Last but certainly not least the Prince entered the room. He was an impressive individual no matter how you viewed him. Soft handsome features, neat, blonde hair and bright blue eyes. Dressed in the finest of fabrics, with a cloak descending from his shoulders. He was exactly what the words handsome prince summoned to mind, except for his arms. They were strange assemblies of wood and iron that made strange whirring and clicking noises when they moved. They were painted in black and trimmed with gold with the Prince's heraldry inlaid into the back of each hand again in gold. They were a striking vision.

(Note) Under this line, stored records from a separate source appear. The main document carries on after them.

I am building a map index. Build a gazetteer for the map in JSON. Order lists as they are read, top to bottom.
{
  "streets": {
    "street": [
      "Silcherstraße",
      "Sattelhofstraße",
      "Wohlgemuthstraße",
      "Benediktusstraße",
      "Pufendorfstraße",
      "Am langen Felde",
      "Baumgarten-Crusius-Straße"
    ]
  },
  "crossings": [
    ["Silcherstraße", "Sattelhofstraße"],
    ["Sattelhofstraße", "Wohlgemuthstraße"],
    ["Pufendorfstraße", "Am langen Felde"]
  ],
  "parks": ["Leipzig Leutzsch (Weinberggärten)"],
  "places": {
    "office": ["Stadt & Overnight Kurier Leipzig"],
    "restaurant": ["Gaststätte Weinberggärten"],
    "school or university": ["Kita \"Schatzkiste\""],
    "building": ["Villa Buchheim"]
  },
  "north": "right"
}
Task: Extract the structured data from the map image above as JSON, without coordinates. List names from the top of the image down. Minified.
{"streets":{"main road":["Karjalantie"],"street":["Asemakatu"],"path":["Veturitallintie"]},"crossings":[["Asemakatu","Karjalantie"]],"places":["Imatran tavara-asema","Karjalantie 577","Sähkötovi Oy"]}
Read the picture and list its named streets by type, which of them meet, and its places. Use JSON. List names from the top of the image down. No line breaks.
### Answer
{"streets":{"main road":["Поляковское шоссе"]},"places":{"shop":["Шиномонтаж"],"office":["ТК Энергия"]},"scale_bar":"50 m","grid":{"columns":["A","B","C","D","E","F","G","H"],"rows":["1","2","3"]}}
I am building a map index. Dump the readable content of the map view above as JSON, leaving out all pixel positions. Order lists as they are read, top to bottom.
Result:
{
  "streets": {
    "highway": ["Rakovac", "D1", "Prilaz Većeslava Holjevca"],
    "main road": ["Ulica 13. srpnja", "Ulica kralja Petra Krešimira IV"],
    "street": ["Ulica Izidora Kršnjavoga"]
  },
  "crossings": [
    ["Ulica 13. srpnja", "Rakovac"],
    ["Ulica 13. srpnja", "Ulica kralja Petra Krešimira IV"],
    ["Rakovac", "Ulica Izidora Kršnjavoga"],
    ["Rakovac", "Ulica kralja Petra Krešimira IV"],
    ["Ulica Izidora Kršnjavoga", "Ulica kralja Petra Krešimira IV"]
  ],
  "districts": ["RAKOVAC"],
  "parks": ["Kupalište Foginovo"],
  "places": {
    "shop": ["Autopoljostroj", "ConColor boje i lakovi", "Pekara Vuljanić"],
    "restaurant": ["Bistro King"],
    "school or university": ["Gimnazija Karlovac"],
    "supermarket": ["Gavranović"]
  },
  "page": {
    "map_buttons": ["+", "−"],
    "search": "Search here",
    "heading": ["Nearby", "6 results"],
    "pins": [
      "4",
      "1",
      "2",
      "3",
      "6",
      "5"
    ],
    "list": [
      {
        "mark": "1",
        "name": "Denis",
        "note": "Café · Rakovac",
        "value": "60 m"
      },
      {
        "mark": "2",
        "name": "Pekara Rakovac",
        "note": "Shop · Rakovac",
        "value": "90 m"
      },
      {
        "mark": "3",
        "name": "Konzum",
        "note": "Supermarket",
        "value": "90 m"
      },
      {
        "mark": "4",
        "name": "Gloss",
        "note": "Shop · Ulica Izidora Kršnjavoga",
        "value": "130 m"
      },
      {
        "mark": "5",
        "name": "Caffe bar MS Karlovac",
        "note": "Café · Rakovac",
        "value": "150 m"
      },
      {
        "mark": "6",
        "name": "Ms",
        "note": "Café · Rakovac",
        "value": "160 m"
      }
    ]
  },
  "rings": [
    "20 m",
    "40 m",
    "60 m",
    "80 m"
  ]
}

Everyone knew the story; on the night of broken trust when Jeklein assassins had come for him and his father he had lost both his arms saving his father's life. Healing could only do so much. The arms would need to be regenerated in one go for it work and no one had that much power, no left at any rate. His father had offered generous rewards to anyone who could restore his son's arms. A parade of quacks and fools had lined up only to fail to deliver what they promised. All except for one.

Dequillis was a mystery. She showed up wrapped in dirty rags, asked for materials and a workshop. The desperate king promised them to her but warned of punishment should she waste the materials and fail as all others had before her. She disappeared into the provided workshop taking all her meals there. Until two months later she emerged with the enchanted arms that the Prince now wore.

The arms mystified every enchanter, focus smith and craftsman who examined them. The channel layout made no sense. The channels themselves passed through moveable joints and most impossibly of all through the iron components. Even children knew spell thread couldn't penetrate iron. Channels in Iron were impossible. Yet in defiance of all logic here it was.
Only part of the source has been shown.